> _HOW TO COMPLETE THIS TASK_
Every line containing "controls" should be copied out. Go through the entries and find them.

> _DATA UNDER STUDY_
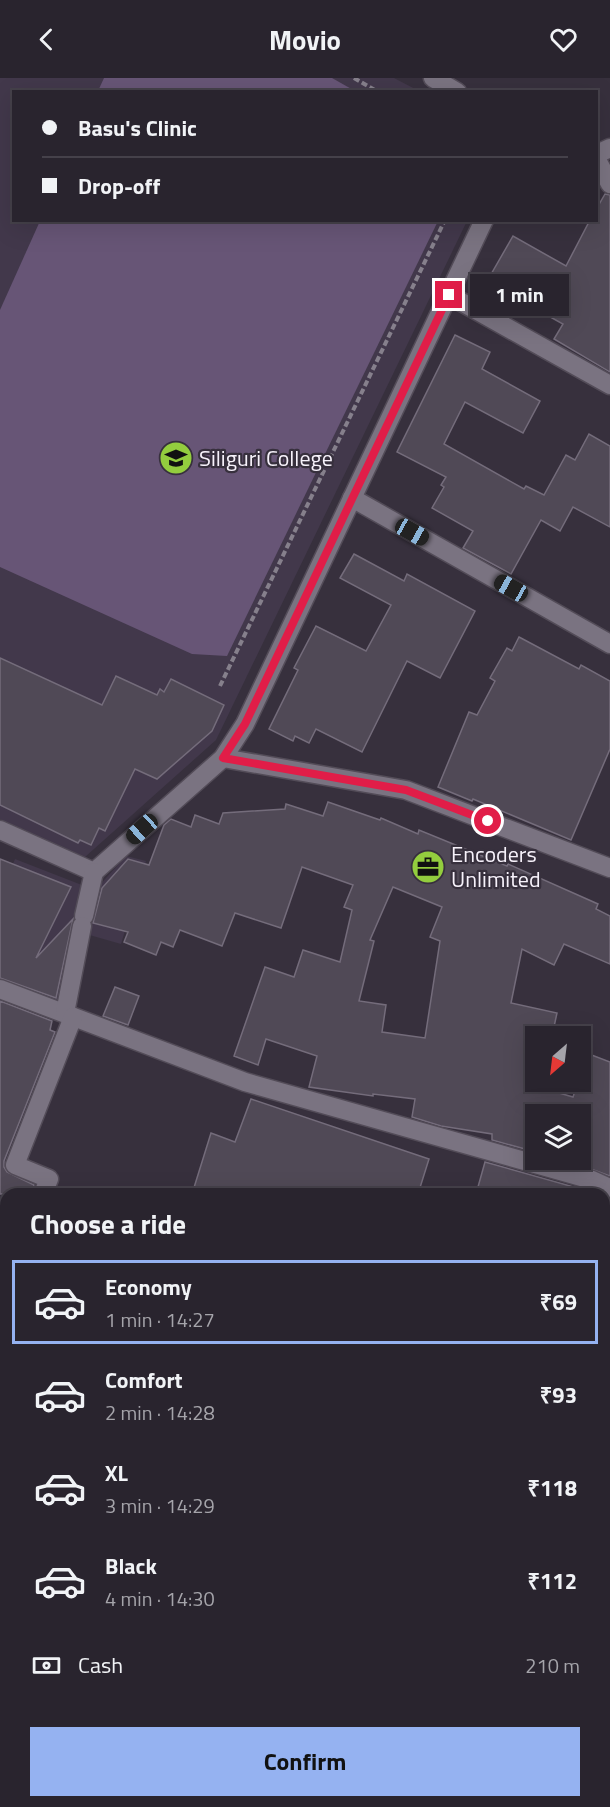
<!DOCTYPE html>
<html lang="en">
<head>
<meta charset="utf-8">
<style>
	:root { --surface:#29242e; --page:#35303a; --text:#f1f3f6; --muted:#a5a4aa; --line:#45414a; --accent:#95b2f1 }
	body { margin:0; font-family:"Titillium Web",sans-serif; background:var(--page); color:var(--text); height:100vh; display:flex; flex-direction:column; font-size:22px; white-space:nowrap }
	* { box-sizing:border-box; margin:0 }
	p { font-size:20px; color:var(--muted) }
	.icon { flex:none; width:33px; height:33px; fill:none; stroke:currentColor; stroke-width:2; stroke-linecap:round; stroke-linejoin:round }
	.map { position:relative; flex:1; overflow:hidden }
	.panel { position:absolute; left:0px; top:1110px; width:610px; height:620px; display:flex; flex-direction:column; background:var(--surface); border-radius:18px 18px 0 0; box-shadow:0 6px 24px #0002,0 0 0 2px var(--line) }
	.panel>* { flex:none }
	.top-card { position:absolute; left:12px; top:12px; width:586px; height:132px; border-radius:0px; box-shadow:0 6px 24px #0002,0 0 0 2px var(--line); display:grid; align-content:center; height:132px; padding:0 30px; background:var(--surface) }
	.needle { width:39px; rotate:208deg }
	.controls { position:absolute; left:525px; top:948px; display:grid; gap:12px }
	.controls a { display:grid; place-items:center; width:66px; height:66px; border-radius:0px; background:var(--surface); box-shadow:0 6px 24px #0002,0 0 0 2px var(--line); font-size:30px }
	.end { position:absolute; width:27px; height:27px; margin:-14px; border:8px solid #e11d48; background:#fff; box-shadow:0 0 0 3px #fff }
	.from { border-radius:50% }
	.bubble { position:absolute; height:42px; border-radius:0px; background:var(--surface); box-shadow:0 6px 24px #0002,0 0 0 2px var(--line); font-size:20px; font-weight:700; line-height:42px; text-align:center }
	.car { position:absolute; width:18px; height:36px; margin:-18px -9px; border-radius:8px; box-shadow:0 0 4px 2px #0007; background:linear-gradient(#222 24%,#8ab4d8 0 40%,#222 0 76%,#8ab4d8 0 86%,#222 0) }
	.top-card b { display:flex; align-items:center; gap:21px; height:57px; font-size:22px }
	.top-card b+b { border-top:2px solid var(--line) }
	.top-card i { width:15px; height:15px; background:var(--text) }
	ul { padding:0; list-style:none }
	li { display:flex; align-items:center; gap:18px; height:84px; margin:0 12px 9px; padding:0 18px; border:3px solid transparent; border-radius:0px }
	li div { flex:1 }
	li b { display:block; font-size:22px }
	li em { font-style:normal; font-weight:700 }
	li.on { border-color:var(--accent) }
	li>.icon { width:54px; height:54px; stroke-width:1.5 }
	h2 { padding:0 30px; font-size:27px; line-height:72px }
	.pay { display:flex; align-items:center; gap:15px; height:66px; padding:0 30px; font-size:22px }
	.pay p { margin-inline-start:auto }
	.cta { display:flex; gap:12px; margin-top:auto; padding:12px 30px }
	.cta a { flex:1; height:69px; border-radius:0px; background:var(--accent); color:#111; font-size:24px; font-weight:700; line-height:69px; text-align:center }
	header { display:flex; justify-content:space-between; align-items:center; height:78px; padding:0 30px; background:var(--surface); font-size:27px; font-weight:700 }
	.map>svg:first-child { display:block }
</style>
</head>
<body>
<header><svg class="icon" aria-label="back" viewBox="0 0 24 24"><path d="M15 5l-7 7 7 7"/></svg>Movio<svg class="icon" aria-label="heart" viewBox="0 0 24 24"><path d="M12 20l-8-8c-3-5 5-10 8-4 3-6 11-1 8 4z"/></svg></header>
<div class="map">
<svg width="610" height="1729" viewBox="0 0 610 1729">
	<rect width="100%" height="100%" fill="#37303d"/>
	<!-- built -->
	<g fill="#42384b">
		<polygon points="0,0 394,0 419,13 14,14 14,142 467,143 216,662 85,779 0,741"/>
		<polygon points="126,778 146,783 121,866 86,856 97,810"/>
		<polygon points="15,781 87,809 60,926 0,902 0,819"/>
	</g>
	<!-- green -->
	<g fill="#675576">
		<polygon points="104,0 332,0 355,13 98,13"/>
		<polygon points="40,143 438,143 227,578 192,576 0,489 0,232"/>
	</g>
	<!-- building -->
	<g fill="#504956" stroke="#746c7b" stroke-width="1.5" fill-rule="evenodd">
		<polygon points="605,116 610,117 610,294 554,261 563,246 527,226 522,235 482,212 513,158 566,188 590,142 597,142 597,130"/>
		<polygon points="455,257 490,274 482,291 540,323 523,355 465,324 444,366 524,411 526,408 544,417 566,377 575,382 589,356 610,368 610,449 573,429 560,453 541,442 511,496 463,470 473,453 432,430 444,409 441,407 446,399 397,374"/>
		<polygon points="354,476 404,503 407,496 475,533 440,600 407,583 362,674 316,651 309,665 295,658 293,663 269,651 298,592 294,590 316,548 366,573 391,527 340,500"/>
		<polygon points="519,559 579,591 581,587 610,603 610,671 571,762 473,721 472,723 438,709 469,634 477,637 495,603 490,600 507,570 512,573"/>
		<polygon points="0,580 102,627 116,598 157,617 160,611 164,614 171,601 224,627 212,653 157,701 135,691 105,753 99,750 91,767 80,762 78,765 0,727"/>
		<path d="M328 724 380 742 381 740 418 756 419 752 507 788 508 786 598 826 596 831 610 838V886L564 866 554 887 522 871 511 925 557 935 552 958H536L535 1008 573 1019 578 1004H580V998L589 976 610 984V1098L580 1087V1036H536V1074L492 1062V1056L441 1048 412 1039 415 1021 373 1016V1018L309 1009 317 978 266 961 258 987 234 978 265 889 294 899 303 872 340 884 352 832 344 829 353 807 302 789 281 850 235 835 222 868 180 852 173 869 161 864 156 877 124 864 128 854 93 845 102 810 128 781 149 787 164 747 171 741 191 749 195 737 219 746 223 735 285 731 286 726 323 738ZM393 809 442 829 430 859 440 863 425 960 382 954 386 927 359 923 374 863 370 862Z"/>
		<polygon points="0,781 71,809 36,880 73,841 56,920 0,900"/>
		<polygon points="115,909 139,918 128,947 103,938"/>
		<polygon points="0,923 52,943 50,952 55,954 4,1083 4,1089 7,1094 34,1107 32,1116 0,1116"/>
		<polygon points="251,1021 429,1081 418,1116 192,1116 211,1055 235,1064"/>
		<polygon points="485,1084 588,1113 596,1116 476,1116"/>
	</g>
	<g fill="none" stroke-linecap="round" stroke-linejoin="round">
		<!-- minor casing -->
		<g stroke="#534c58" stroke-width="21">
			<g id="minor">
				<polyline points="433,0 457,14"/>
				<polyline points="597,76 610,70"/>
				<polyline points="597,82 610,106"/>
				<polyline points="449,217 610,307"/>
				<polyline points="352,420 610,566"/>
				<polyline points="223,680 406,712 610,790"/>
				<polyline points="0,752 94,794 223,680 245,646 484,142"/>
				<polyline points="84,838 94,794"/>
				<polyline points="0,911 245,1004 592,1102 610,1110"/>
				<polyline points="65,935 82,848"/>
				<polyline points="43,1116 49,1101 15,1087 73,939"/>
				<polyline points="0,1156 6,1158"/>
				<polyline points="0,1228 6,1212"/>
				<polyline points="0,1268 6,1270"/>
				<polyline points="0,1378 6,1381"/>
				<polyline points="0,1434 6,1422"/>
				<polyline points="604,1462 610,1463"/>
				<polyline points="357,1724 369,1729"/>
				<polyline points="148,1729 149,1724"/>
			</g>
		</g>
		<!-- path -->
		<g stroke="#86808c" stroke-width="4" stroke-dasharray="6 3" stroke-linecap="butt">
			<polyline points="354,0 378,14"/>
			<polyline points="220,608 445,142"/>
		</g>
		<!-- minor -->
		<use href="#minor" stroke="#7a7381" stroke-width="18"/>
	</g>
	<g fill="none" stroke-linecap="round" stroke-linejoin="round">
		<!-- route -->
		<polyline stroke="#e11d48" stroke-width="8" points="449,217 245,646 223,680 406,712 488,743"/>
	</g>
	<!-- icons -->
	<defs>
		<g id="university-disc" transform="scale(1.725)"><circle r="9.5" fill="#93cd3e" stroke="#37303d"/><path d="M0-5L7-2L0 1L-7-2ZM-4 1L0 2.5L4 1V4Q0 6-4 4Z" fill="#111"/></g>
		<g id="office-disc" transform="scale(1.725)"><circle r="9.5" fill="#93cd3e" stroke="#37303d"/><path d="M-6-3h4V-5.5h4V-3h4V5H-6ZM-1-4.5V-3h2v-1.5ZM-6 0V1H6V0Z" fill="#111"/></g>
	</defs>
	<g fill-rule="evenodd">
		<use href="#university-disc" x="176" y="380"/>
		<use href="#office-disc" x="428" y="789"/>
	</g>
	<g text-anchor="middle" stroke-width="4.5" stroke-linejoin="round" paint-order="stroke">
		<!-- poi labels -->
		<g font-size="22" fill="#f7f2fb" stroke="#37303d" text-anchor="start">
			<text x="199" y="388">Siliguri College</text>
			<text x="451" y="784">Encoders<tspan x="451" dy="25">Unlimited</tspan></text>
		</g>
	</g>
</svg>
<div class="controls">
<a><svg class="needle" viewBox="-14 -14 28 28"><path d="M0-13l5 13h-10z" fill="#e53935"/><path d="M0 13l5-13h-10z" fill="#a5a4aa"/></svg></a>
<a><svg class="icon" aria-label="layers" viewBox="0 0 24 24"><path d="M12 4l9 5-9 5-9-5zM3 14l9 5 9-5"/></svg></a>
</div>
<i class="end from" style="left:488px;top:743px"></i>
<i class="end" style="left:449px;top:217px"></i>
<div class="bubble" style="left:470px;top:196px;width:99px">1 min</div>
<i class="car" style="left:412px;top:454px;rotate:119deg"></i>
<i class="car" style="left:511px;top:510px;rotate:299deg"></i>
<i class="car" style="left:142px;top:751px;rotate:228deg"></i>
<div class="top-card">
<b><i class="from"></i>Basu's Clinic</b>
<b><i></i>Drop-off</b>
</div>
<section class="panel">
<h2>Choose a ride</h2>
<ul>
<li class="on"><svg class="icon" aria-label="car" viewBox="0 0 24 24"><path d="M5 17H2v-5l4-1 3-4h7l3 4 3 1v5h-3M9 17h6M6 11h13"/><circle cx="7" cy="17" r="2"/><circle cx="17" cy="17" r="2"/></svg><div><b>Economy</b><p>1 min · 14:27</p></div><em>₹69</em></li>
<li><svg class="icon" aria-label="car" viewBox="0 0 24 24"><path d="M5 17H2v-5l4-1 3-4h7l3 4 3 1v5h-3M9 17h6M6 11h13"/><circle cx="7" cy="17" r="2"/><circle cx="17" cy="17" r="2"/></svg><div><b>Comfort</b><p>2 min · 14:28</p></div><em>₹93</em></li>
<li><svg class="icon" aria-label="car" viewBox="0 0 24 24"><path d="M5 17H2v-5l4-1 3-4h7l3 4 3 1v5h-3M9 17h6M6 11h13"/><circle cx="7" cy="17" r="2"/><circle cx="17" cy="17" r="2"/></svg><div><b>XL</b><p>3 min · 14:29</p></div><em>₹118</em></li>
<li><svg class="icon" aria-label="car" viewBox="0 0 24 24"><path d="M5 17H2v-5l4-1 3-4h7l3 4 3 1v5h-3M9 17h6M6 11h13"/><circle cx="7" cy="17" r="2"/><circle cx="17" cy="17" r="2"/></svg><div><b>Black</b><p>4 min · 14:30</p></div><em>₹112</em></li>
</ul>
<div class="pay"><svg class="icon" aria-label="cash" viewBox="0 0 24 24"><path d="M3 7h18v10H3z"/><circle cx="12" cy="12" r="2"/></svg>Cash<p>210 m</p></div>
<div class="cta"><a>Confirm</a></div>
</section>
</div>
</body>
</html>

> _PROBLEM SOLUTION_
	.controls { position:absolute; left:525px; top:948px; display:grid; gap:12px }
	.controls a { display:grid; place-items:center; width:66px; height:66px; border-radius:0px; background:var(--surface); box-shadow:0 6px 24px #0002,0 0 0 2px var(--line); font-size:30px }
<div class="controls">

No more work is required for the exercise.